Exercise requirements:
As the answer, set down the lines below from the one containing "M739,2148L759,2189L465,2331L445,2289Z" through the one containing "M272,1136L1380,1133", exactly and inclusively, and no others.
Segment Open
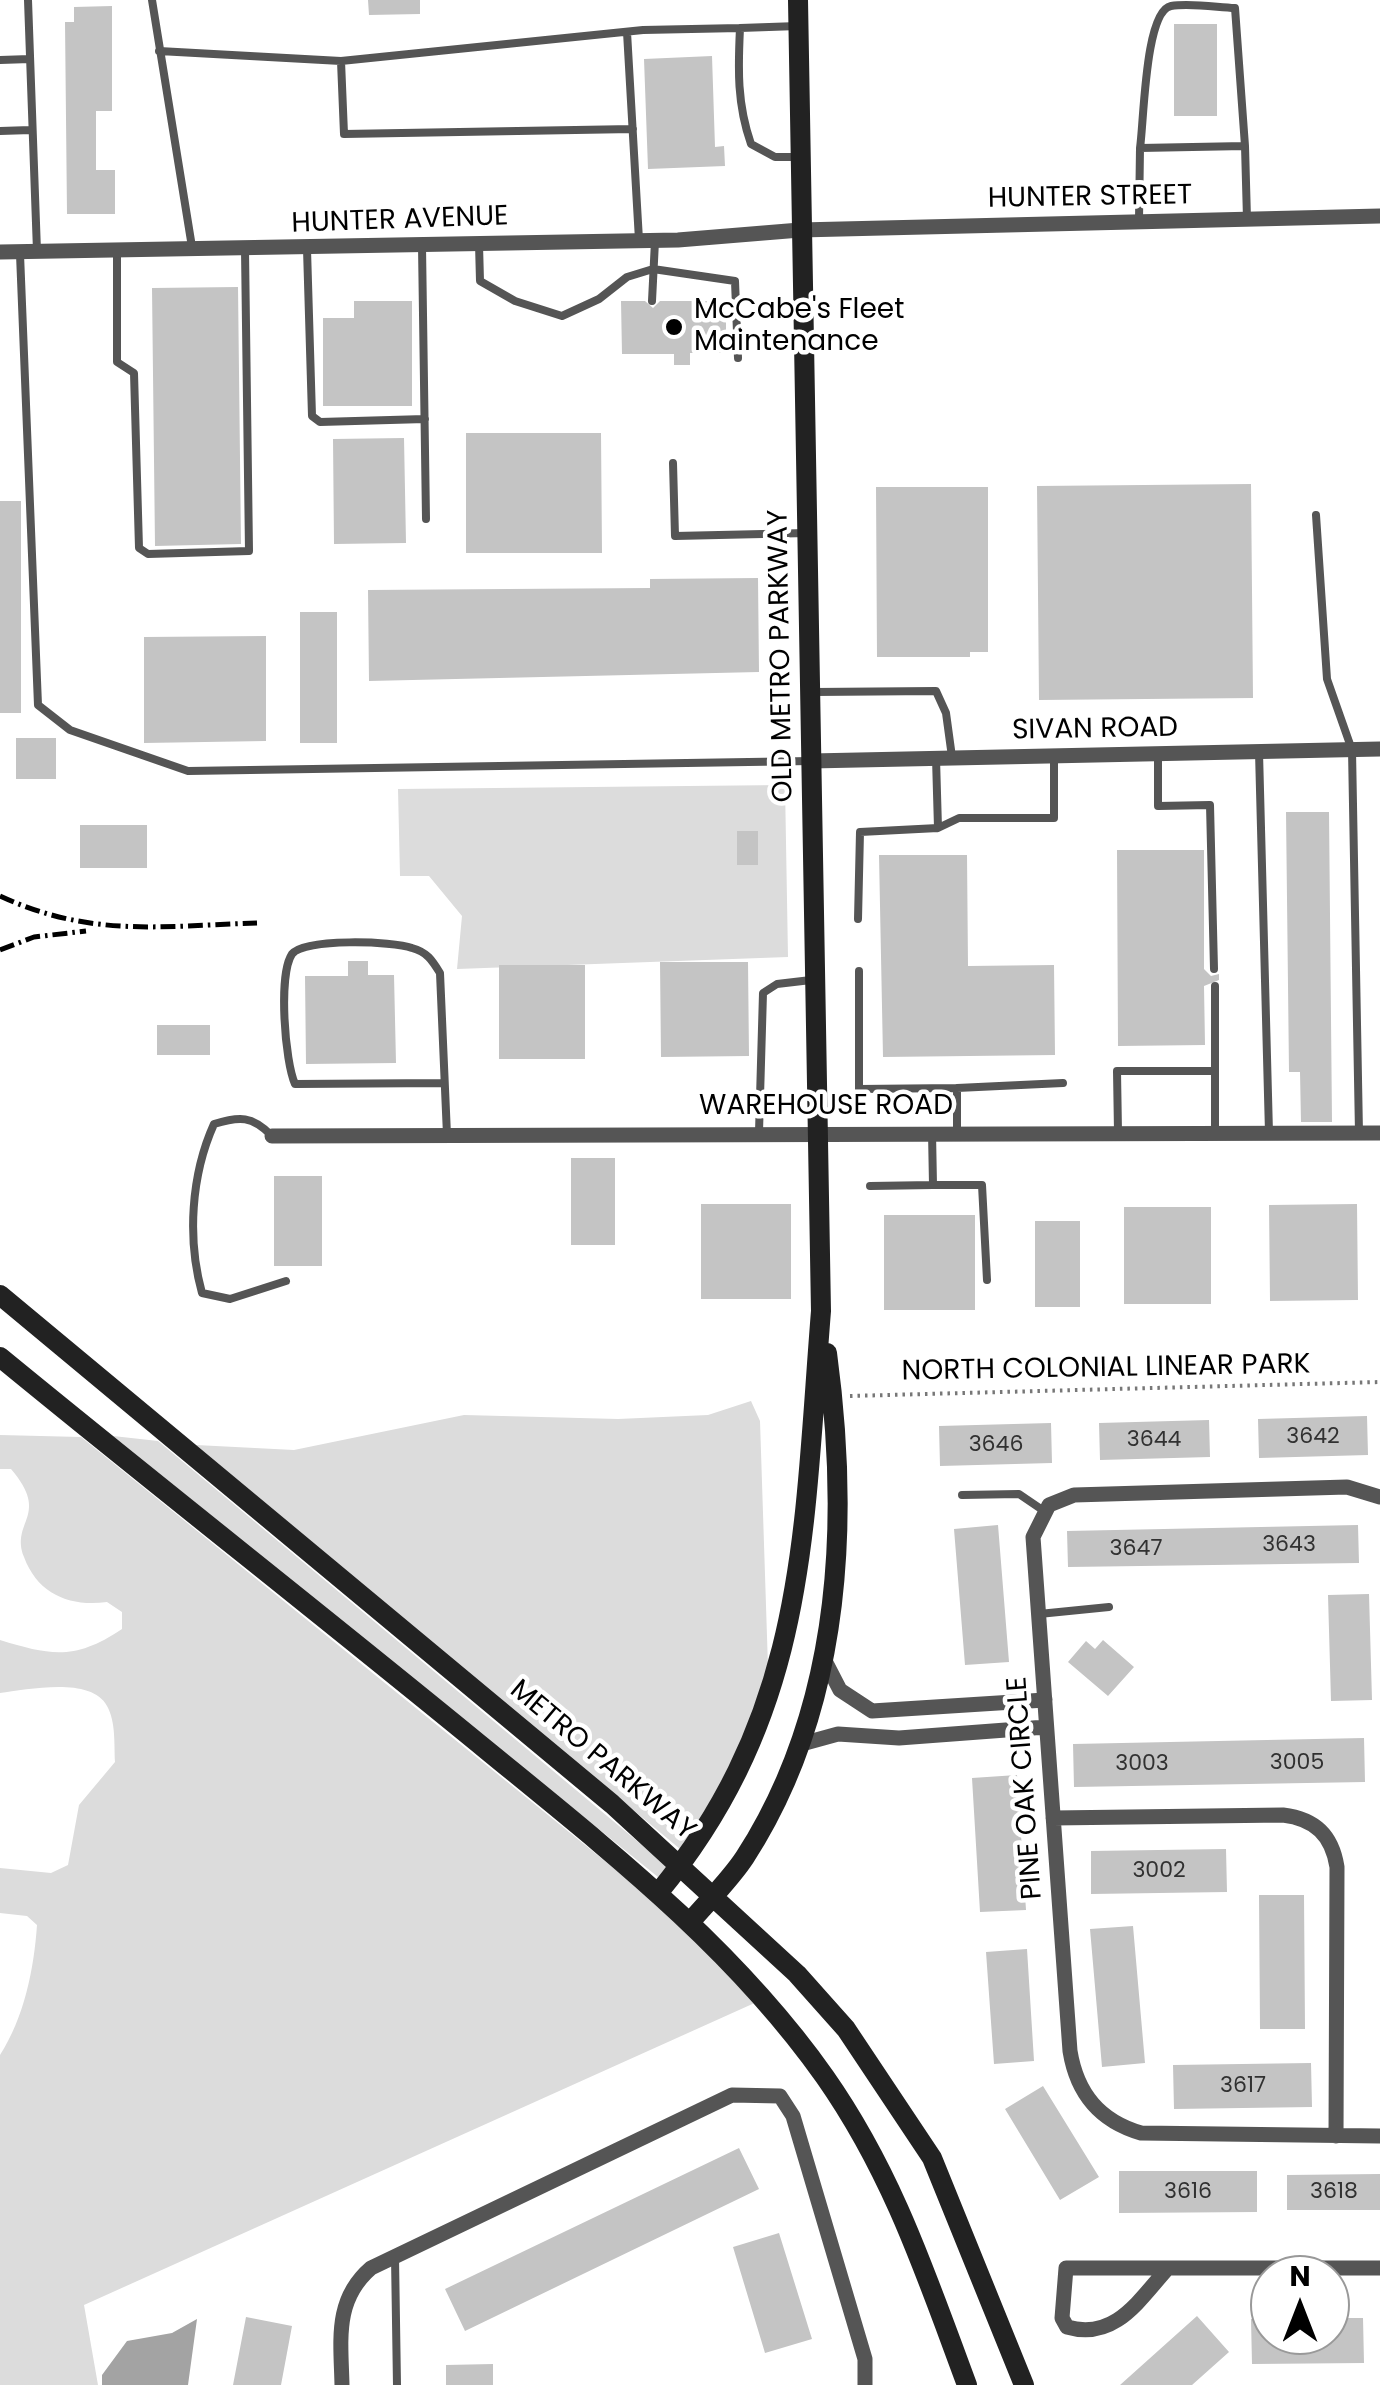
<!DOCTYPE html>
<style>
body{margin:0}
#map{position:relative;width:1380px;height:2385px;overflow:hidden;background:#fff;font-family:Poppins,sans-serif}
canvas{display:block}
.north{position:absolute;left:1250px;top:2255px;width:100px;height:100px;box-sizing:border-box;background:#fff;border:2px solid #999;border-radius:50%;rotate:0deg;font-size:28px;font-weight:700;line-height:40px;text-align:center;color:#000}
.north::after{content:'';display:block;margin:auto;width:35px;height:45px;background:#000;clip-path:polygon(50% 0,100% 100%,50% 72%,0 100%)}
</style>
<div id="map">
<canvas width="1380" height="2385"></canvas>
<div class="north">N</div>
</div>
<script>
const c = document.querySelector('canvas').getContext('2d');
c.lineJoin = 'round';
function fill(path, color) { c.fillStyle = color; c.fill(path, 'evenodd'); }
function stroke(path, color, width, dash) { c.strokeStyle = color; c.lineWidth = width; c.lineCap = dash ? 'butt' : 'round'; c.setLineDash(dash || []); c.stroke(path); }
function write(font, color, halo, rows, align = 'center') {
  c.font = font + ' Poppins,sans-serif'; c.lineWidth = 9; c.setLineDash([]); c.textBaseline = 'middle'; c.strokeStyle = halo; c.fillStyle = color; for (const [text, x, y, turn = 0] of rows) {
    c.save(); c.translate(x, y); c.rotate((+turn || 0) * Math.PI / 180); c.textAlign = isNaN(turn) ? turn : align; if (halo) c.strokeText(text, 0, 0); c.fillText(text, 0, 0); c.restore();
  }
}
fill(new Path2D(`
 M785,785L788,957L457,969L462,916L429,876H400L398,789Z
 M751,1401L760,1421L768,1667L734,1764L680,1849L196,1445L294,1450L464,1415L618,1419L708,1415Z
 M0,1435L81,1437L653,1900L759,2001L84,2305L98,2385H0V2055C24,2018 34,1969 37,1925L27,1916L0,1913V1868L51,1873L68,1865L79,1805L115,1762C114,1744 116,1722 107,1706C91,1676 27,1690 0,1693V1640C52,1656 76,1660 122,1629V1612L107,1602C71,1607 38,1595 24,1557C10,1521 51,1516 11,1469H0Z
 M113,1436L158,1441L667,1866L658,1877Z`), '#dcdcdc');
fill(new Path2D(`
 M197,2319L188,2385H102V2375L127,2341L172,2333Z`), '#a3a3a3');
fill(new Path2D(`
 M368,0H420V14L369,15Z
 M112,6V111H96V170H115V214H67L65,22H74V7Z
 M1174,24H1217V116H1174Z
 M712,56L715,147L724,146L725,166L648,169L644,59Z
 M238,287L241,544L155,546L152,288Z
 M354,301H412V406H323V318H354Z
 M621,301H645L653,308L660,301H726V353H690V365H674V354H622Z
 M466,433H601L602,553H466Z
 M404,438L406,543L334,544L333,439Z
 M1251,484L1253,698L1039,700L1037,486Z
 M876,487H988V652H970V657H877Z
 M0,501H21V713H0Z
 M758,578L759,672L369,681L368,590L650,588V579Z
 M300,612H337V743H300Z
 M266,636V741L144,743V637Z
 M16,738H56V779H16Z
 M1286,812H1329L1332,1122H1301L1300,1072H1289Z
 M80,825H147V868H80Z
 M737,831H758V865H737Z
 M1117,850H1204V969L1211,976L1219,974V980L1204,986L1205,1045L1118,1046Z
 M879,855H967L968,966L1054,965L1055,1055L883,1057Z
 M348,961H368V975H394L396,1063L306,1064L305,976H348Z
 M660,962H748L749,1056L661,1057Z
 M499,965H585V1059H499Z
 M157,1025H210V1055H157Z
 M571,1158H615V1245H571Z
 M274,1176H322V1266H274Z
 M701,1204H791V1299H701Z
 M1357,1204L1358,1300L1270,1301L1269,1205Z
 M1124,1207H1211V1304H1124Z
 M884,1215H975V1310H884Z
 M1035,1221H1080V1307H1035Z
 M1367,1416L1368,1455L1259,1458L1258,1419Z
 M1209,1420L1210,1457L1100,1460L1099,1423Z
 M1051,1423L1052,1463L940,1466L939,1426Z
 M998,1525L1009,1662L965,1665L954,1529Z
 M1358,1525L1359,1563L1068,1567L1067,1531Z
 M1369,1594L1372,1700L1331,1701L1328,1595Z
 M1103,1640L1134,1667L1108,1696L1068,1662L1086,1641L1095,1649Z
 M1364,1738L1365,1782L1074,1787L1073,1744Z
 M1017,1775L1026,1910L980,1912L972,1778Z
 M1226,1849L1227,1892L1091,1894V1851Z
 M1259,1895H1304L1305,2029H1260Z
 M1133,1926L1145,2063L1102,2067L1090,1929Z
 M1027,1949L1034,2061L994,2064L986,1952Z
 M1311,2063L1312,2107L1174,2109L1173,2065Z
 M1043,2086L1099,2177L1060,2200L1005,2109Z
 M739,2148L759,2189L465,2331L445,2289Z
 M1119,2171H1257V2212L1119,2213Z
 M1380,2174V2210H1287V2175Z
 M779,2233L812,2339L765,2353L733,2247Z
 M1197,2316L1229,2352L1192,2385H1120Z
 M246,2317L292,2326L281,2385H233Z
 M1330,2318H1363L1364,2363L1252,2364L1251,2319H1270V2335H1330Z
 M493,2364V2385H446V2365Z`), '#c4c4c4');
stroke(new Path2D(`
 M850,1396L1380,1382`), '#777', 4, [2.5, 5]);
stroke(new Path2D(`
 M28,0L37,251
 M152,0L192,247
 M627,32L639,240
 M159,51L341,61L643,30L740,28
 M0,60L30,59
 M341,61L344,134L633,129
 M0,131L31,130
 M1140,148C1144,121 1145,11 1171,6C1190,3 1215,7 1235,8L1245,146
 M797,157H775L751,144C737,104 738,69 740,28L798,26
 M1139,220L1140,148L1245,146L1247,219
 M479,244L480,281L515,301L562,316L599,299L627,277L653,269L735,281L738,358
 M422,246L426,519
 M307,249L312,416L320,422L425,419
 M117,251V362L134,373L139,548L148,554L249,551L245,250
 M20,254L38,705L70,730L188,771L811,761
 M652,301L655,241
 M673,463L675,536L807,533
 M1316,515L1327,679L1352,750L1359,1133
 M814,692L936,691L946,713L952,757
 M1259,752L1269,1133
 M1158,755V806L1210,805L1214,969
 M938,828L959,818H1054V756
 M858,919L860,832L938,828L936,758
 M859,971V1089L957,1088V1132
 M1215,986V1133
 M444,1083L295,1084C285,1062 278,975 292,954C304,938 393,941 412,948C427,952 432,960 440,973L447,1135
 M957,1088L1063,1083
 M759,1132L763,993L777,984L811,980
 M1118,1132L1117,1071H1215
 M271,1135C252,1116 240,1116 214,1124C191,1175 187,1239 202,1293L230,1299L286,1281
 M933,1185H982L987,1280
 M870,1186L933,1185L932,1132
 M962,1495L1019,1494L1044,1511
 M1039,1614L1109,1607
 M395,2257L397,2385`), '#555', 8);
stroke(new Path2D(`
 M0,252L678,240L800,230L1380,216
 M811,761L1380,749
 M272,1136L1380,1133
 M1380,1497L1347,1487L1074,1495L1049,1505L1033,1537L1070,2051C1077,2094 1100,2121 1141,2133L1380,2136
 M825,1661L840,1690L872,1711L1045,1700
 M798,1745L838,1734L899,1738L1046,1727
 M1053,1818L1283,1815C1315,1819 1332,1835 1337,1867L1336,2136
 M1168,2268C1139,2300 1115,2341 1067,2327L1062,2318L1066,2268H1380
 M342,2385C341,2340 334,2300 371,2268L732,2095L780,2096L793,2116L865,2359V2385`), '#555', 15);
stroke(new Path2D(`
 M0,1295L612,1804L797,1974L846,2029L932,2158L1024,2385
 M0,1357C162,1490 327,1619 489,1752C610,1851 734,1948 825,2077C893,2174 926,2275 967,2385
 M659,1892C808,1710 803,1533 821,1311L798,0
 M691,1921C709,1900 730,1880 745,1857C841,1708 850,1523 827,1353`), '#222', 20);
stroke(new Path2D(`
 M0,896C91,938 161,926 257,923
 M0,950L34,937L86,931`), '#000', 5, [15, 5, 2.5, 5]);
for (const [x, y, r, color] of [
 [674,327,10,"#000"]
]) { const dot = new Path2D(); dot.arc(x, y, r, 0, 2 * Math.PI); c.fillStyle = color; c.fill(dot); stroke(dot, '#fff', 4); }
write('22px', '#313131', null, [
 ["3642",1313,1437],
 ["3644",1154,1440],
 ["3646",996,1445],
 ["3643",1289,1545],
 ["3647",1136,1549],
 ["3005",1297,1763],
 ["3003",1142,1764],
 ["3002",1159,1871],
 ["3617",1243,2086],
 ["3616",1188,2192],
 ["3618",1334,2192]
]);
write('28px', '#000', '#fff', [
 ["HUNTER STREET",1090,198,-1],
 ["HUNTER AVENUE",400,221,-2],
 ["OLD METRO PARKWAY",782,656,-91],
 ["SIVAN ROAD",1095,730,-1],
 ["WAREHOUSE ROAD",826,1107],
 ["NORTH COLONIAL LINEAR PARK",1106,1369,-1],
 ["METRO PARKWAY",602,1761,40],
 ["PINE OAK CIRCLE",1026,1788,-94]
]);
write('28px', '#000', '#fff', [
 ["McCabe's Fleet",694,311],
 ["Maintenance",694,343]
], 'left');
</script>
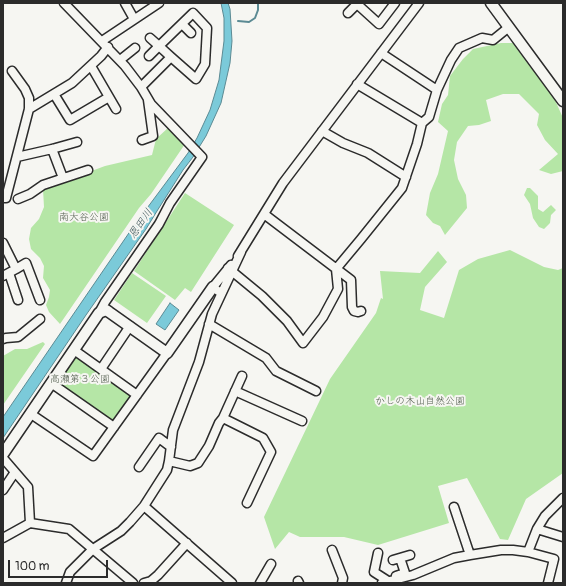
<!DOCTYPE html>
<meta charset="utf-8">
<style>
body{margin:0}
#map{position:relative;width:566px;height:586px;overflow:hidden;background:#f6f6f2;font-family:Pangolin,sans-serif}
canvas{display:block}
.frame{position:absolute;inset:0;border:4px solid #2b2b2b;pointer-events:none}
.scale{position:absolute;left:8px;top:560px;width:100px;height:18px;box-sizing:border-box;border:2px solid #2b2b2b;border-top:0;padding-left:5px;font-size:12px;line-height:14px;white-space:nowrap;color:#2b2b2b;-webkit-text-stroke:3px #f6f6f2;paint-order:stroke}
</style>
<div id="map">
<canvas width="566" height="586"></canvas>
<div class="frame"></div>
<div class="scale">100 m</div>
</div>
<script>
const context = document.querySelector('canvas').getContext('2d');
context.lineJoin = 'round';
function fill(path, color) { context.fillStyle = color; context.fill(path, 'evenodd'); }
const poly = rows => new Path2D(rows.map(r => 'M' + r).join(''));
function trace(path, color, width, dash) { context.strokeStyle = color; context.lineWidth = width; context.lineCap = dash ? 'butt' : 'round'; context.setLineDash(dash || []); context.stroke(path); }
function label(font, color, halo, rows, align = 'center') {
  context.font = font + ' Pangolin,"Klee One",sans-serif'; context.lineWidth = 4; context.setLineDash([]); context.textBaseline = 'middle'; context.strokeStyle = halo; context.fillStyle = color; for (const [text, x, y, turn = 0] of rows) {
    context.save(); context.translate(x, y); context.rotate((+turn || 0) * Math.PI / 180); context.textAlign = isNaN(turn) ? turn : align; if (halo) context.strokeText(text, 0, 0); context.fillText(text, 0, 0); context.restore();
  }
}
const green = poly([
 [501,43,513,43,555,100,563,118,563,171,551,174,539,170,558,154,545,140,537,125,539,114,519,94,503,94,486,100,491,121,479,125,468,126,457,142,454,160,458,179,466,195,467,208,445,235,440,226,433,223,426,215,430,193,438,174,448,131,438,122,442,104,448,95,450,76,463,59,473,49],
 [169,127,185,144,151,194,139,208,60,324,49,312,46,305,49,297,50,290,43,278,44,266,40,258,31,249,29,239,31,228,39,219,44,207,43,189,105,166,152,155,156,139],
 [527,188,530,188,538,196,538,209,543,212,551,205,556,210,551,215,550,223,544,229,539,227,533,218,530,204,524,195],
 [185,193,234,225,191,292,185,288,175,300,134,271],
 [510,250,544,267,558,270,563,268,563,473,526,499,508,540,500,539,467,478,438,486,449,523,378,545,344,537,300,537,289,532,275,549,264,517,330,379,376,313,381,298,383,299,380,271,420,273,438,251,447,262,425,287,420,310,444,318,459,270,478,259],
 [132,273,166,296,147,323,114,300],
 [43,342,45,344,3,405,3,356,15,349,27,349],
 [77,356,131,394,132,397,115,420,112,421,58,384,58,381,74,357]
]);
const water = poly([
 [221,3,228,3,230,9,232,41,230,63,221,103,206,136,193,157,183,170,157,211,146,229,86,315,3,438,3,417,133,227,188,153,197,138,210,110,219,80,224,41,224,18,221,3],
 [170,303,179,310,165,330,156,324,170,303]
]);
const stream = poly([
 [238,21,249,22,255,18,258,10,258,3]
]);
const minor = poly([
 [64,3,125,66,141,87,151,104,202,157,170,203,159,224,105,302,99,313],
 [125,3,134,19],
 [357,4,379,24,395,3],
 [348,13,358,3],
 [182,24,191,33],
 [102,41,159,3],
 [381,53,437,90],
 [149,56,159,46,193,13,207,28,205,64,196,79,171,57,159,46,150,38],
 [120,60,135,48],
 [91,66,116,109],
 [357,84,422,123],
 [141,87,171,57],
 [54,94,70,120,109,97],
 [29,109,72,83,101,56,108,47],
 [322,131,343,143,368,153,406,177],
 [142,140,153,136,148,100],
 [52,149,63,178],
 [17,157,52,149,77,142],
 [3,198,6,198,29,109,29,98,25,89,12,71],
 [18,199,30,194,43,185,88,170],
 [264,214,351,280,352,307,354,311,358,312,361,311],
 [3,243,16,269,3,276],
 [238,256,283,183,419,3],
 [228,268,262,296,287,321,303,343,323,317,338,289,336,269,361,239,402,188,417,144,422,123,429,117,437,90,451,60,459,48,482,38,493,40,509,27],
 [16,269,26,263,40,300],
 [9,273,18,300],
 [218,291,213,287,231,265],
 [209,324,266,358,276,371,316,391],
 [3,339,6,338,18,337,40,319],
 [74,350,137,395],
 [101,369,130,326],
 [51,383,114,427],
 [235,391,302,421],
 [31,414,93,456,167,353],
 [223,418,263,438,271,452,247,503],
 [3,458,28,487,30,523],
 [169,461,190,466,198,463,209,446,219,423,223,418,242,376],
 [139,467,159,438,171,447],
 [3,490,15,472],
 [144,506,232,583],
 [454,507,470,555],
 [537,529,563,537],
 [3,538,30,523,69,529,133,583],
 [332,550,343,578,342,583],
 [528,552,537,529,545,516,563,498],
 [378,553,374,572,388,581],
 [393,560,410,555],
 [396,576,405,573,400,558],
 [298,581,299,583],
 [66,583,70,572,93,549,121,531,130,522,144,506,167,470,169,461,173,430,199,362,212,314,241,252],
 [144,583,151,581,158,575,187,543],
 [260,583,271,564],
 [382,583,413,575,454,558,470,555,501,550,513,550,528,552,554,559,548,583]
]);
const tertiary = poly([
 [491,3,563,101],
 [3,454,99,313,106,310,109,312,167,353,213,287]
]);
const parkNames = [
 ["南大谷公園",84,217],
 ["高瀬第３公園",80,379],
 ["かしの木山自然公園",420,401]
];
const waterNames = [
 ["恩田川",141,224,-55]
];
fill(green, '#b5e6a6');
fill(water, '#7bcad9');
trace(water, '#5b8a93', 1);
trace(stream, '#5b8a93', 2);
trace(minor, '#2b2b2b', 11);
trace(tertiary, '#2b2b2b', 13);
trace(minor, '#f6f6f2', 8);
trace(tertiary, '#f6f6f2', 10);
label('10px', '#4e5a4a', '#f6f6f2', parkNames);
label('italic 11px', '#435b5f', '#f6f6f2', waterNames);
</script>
Segment Closed
Result:
 M739,2148L759,2189L465,2331L445,2289Z
 M1119,2171H1257V2212L1119,2213Z
 M1380,2174V2210H1287V2175Z
 M779,2233L812,2339L765,2353L733,2247Z
 M1197,2316L1229,2352L1192,2385H1120Z
 M246,2317L292,2326L281,2385H233Z
 M1330,2318H1363L1364,2363L1252,2364L1251,2319H1270V2335H1330Z
 M493,2364V2385H446V2365Z`), '#c4c4c4');
stroke(new Path2D(`
 M850,1396L1380,1382`), '#777', 4, [2.5, 5]);
stroke(new Path2D(`
 M28,0L37,251
 M152,0L192,247
 M627,32L639,240
 M159,51L341,61L643,30L740,28
 M0,60L30,59
 M341,61L344,134L633,129
 M0,131L31,130
 M1140,148C1144,121 1145,11 1171,6C1190,3 1215,7 1235,8L1245,146
 M797,157H775L751,144C737,104 738,69 740,28L798,26
 M1139,220L1140,148L1245,146L1247,219
 M479,244L480,281L515,301L562,316L599,299L627,277L653,269L735,281L738,358
 M422,246L426,519
 M307,249L312,416L320,422L425,419
 M117,251V362L134,373L139,548L148,554L249,551L245,250
 M20,254L38,705L70,730L188,771L811,761
 M652,301L655,241
 M673,463L675,536L807,533
 M1316,515L1327,679L1352,750L1359,1133
 M814,692L936,691L946,713L952,757
 M1259,752L1269,1133
 M1158,755V806L1210,805L1214,969
 M938,828L959,818H1054V756
 M858,919L860,832L938,828L936,758
 M859,971V1089L957,1088V1132
 M1215,986V1133
 M444,1083L295,1084C285,1062 278,975 292,954C304,938 393,941 412,948C427,952 432,960 440,973L447,1135
 M957,1088L1063,1083
 M759,1132L763,993L777,984L811,980
 M1118,1132L1117,1071H1215
 M271,1135C252,1116 240,1116 214,1124C191,1175 187,1239 202,1293L230,1299L286,1281
 M933,1185H982L987,1280
 M870,1186L933,1185L932,1132
 M962,1495L1019,1494L1044,1511
 M1039,1614L1109,1607
 M395,2257L397,2385`), '#555', 8);
stroke(new Path2D(`
 M0,252L678,240L800,230L1380,216
 M811,761L1380,749
 M272,1136L1380,1133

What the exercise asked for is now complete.